### WHAT IS REQUIRED
Write out the entire listing below exactly as it appears, minus any pictures.

### RECORDS
##############################
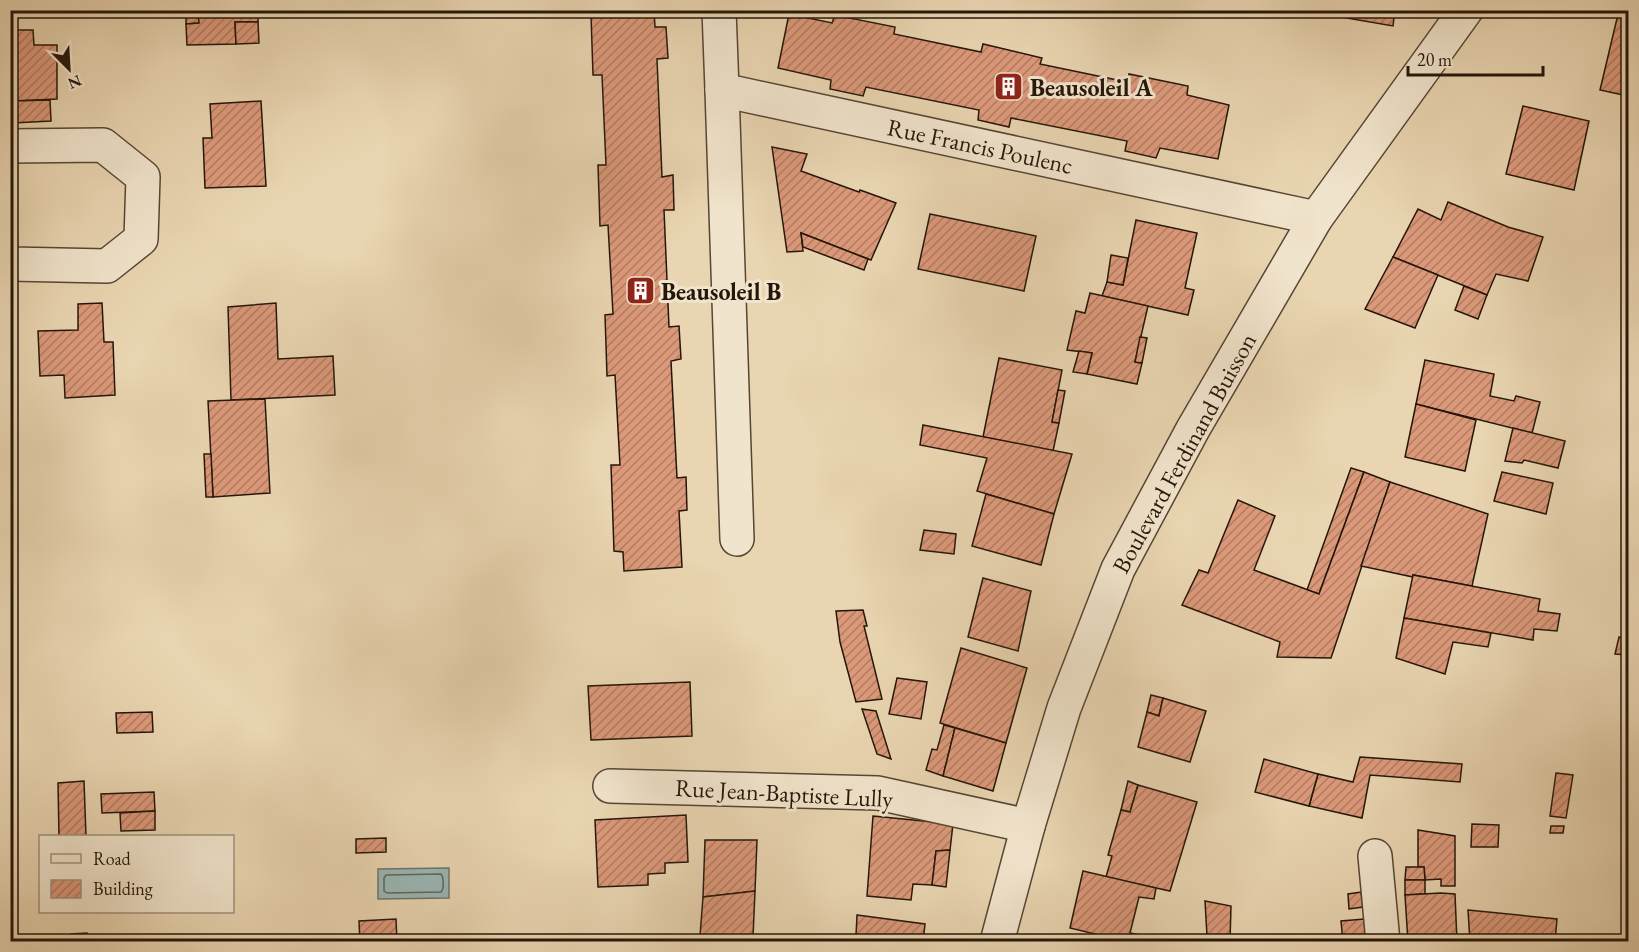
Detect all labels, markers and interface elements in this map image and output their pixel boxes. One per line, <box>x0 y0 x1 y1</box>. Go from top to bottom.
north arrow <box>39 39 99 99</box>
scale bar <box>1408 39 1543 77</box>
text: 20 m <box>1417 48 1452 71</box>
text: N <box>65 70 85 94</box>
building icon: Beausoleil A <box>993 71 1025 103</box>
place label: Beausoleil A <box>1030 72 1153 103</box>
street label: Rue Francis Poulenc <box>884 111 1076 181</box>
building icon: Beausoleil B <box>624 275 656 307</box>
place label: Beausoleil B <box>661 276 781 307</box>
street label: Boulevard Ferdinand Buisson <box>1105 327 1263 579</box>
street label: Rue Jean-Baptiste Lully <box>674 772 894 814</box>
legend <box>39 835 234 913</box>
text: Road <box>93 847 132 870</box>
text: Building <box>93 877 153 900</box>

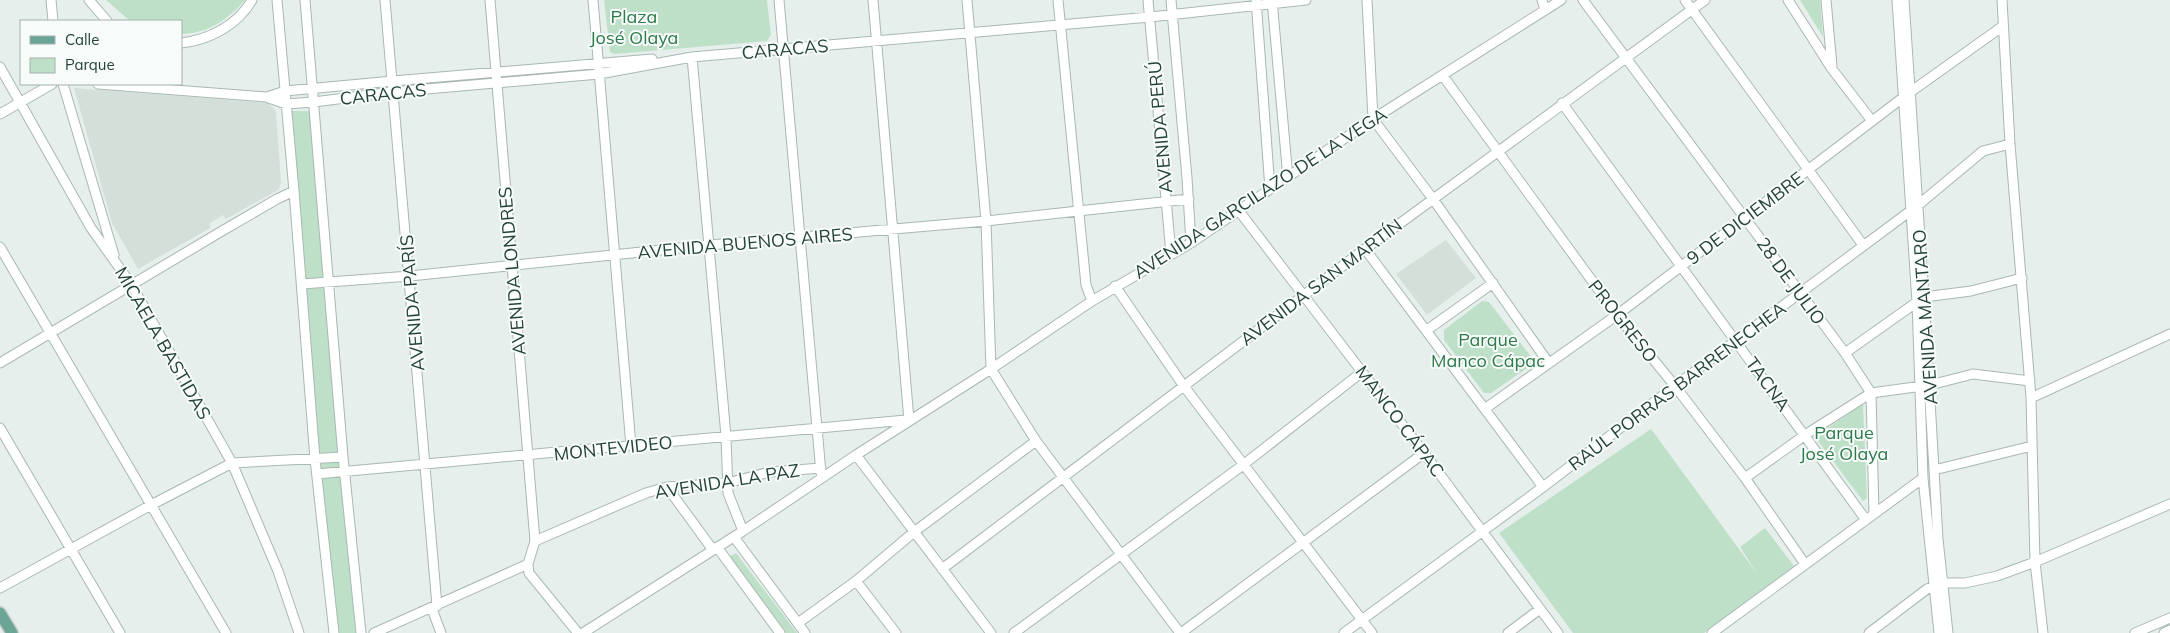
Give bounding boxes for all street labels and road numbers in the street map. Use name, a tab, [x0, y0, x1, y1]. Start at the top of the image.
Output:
##############################
### EXERCISE RESULT
Detect all labels, markers and interface elements in this map image and output their pixel boxes. One per line, <box>x0 y0 x1 y1</box>. Go from top to bottom.
north arrow <box>39 39 99 99</box>
scale bar <box>1408 39 1543 77</box>
text: 20 m <box>1417 48 1452 71</box>
text: N <box>65 70 85 94</box>
building icon: Beausoleil A <box>993 71 1025 103</box>
place label: Beausoleil A <box>1030 72 1153 103</box>
street label: Rue Francis Poulenc <box>884 111 1076 181</box>
building icon: Beausoleil B <box>624 275 656 307</box>
place label: Beausoleil B <box>661 276 781 307</box>
street label: Boulevard Ferdinand Buisson <box>1105 327 1263 579</box>
street label: Rue Jean-Baptiste Lully <box>674 772 894 814</box>
legend <box>39 835 234 913</box>
text: Road <box>93 847 132 870</box>
text: Building <box>93 877 153 900</box>

Give bounding boxes for all street labels and road numbers in the street map. Use name, a tab, [x0, y0, x1, y1]. Start at the top of the image.
Output:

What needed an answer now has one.